Perang antara Demak dan Kerajaan Majapahit dikisahkan di dalam Babad Jawi. Dalam
babad tersebut, diketahui bahwa Sunan Ampel pernah berpesan pada Raden Patah untuk tidak
memberontak ke kerajaan Majapahit, karena bagaimanapun Raja Brawijaya adalah ayahnya
sendiri meski berbeda agama. Pesan itu bertahan dan digubris oleh Raden Patah selama Sunan
Ampel hidup. Namun setelah sunan Ampel wafat, pesan itu terpaksa harus diingkari karena
beberapa hal. Secara terpaksa Raden Patah pun memberontak pada kerajaan Majapahit, dan Raja
Brawijaya meningal pada pemberontakan itu. Semenjak pemberontakan itu, kerajaan Demak
semakin berkembang pesat.

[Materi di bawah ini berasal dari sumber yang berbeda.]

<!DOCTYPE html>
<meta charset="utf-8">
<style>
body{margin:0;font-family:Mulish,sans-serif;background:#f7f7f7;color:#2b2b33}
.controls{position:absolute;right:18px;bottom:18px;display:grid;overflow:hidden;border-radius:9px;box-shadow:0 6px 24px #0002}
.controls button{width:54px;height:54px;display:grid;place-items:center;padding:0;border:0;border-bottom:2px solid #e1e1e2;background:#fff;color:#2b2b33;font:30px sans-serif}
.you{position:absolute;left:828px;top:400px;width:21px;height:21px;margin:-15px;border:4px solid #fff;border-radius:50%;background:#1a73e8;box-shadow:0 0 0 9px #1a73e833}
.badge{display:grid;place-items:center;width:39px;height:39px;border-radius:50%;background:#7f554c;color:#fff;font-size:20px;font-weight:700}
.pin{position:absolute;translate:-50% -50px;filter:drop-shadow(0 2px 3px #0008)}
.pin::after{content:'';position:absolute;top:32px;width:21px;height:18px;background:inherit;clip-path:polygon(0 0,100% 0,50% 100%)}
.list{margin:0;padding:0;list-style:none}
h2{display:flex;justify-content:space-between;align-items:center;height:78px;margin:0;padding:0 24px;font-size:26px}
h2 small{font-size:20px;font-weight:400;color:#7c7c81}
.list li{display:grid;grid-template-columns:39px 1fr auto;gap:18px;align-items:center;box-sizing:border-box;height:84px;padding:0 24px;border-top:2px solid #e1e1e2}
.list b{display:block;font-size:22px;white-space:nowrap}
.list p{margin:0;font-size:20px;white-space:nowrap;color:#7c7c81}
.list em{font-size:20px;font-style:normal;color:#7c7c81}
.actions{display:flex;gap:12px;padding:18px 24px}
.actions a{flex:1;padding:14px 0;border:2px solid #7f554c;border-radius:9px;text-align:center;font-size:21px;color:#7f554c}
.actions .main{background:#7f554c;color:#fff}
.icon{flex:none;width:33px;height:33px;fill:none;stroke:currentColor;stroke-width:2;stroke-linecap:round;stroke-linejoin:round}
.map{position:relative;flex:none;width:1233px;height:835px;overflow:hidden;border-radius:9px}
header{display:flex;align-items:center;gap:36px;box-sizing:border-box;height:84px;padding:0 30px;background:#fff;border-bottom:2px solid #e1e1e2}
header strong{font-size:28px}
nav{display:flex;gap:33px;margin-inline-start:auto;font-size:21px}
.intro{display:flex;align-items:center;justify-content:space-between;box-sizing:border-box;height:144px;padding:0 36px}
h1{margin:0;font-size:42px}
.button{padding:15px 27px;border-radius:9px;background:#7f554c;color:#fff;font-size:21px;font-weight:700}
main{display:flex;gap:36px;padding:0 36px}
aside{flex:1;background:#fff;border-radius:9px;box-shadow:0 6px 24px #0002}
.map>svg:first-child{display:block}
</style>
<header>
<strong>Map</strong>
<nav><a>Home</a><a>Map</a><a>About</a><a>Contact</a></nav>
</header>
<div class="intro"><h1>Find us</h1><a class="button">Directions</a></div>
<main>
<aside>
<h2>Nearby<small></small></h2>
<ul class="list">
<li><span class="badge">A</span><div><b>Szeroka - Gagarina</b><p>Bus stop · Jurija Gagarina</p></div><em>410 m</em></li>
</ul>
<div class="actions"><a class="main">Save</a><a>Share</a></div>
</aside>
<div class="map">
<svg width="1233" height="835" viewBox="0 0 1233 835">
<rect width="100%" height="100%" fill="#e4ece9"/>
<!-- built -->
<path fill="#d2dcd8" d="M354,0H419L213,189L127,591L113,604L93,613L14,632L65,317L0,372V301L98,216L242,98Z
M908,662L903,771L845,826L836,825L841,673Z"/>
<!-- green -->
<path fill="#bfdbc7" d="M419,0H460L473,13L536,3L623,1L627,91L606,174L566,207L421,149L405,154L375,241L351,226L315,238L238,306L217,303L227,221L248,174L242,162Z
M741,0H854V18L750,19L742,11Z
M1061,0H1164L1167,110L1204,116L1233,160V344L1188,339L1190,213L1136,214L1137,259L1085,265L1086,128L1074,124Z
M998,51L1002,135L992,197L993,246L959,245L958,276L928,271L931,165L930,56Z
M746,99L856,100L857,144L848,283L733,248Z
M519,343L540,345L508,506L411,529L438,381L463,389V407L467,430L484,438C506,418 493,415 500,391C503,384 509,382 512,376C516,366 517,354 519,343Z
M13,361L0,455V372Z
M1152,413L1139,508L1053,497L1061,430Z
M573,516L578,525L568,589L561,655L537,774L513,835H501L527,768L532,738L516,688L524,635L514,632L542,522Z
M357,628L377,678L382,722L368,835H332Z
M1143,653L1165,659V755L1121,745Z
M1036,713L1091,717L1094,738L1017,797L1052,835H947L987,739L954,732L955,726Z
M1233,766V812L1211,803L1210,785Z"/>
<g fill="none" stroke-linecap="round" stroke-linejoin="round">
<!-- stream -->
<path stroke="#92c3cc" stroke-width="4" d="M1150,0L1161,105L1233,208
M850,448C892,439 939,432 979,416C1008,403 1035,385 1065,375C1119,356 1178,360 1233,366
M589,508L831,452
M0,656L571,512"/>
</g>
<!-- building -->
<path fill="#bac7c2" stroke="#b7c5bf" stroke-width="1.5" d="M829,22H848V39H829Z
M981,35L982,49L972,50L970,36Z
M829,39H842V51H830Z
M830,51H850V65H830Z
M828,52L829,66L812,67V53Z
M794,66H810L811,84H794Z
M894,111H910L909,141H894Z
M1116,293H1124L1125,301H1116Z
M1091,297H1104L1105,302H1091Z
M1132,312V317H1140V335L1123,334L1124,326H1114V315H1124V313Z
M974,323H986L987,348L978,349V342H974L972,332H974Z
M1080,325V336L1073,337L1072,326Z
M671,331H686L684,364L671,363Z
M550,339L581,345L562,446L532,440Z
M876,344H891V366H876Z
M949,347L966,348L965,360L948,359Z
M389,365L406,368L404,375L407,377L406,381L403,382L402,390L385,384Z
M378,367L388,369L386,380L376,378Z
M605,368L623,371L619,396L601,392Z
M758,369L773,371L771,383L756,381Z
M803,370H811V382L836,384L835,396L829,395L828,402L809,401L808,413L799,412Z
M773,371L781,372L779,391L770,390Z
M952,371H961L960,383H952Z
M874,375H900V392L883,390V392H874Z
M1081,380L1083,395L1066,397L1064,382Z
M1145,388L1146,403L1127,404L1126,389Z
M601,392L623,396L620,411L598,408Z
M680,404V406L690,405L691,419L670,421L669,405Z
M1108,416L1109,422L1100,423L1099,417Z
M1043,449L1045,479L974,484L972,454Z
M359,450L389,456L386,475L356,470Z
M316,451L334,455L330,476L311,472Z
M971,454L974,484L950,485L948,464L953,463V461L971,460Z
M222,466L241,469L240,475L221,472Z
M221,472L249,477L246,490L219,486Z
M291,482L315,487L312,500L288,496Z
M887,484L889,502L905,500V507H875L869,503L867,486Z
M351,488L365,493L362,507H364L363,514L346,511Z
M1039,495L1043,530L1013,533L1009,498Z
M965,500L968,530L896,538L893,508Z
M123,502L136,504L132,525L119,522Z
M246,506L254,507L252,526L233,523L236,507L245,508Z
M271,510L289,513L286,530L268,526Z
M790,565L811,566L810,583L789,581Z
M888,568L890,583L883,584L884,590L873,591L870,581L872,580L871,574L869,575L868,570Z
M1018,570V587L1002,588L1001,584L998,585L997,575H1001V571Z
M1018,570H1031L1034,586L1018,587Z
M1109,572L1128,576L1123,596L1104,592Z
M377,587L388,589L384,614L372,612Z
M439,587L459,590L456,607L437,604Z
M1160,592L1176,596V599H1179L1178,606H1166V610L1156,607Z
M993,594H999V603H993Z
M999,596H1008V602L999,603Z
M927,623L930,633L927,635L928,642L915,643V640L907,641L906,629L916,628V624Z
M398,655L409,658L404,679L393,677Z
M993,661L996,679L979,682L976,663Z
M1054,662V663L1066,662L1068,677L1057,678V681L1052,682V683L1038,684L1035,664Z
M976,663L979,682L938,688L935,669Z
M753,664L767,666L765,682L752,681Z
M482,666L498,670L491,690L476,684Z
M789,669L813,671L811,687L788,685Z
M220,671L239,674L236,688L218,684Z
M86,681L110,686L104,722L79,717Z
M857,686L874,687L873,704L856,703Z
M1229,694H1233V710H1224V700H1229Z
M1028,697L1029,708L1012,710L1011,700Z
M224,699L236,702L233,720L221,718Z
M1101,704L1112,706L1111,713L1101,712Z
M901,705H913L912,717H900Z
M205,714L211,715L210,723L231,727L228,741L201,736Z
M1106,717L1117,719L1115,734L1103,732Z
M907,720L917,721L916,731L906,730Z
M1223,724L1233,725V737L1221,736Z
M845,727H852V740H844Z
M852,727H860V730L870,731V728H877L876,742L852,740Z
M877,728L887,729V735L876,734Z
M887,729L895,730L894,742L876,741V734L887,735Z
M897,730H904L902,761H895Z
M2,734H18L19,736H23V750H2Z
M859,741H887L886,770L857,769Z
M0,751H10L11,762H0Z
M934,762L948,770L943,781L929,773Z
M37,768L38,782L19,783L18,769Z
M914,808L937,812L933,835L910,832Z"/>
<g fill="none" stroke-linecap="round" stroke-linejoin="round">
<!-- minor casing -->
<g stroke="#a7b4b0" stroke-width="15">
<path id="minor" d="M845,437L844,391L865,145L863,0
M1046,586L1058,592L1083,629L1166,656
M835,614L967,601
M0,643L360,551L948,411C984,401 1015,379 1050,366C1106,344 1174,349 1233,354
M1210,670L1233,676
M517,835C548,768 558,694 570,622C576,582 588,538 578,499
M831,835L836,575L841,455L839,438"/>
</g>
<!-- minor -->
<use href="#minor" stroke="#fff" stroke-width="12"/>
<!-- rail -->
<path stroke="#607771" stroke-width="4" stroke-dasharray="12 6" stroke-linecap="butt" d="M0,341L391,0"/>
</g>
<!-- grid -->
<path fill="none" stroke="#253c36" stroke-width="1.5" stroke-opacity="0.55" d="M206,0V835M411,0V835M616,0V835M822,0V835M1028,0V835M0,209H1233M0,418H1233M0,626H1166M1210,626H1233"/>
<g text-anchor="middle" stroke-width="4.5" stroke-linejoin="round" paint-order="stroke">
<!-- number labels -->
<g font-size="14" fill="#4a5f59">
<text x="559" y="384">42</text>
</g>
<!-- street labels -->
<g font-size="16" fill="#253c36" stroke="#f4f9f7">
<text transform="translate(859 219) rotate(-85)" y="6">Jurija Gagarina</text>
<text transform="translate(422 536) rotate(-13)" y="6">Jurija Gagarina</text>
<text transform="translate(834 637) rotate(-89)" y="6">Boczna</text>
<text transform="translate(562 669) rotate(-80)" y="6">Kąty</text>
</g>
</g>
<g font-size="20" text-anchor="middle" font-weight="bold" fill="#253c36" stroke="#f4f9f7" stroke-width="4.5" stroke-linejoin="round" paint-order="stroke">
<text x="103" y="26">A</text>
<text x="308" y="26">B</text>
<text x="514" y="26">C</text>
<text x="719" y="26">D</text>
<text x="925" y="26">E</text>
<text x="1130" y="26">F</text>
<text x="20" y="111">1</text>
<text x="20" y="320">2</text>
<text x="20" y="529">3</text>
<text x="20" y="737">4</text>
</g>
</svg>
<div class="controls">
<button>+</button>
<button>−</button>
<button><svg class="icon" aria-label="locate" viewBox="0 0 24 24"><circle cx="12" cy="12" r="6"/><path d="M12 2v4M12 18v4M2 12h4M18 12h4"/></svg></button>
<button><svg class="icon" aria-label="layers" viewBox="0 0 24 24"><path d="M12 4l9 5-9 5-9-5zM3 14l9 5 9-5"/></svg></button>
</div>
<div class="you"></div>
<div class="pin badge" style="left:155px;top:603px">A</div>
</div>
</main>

Kerajaan tersebut menjadi pusat perkembangan agama islam dipulau
Jawa dan menjadi kerajaan islam pertama di Jawa. Beberapa bangunan bukti kemajuan kerajaan
demak masih dapat kita jumpai saat ini, contohnya Masjid Agung Demak yang pada 1479
diresmikan oleh Raden Patah Sendiri.
Raden Patah mempunyai 3 istri yang antara lain: Putri Sunan Ampel yang kemudian
melahirkan Raden Surya dan Raden Trenggana. Kedua anak dari isteri pertama ini secara
berurutan kemudian naik takhta. Raden Surya bergelar Pangeran Sabrang Lor dan Raden
Trenggana bergelar Sultan Trenggana. Seorang putri dari Randu Sanga yang kemudian
melahirkan Raden Kanduruwan yang pada pemerintahan Sultan Trenggana berjasa dalam
menaklukkan Sumenep, Madura. Putri bupati Jipang yang kemudian melahirkan Raden Kikin
dan Ratu Mas Nyowo.
Raden Patah meninggal pada usia 63 tahun karena sakit yang dideritanya. Ia dimakamkan
tidak jauh dari masjid Agung Demak dan hingga saat ini makam raden patah tersebut masih tetap
terawat dengan baik dan ramai dikunjungi banyak orang.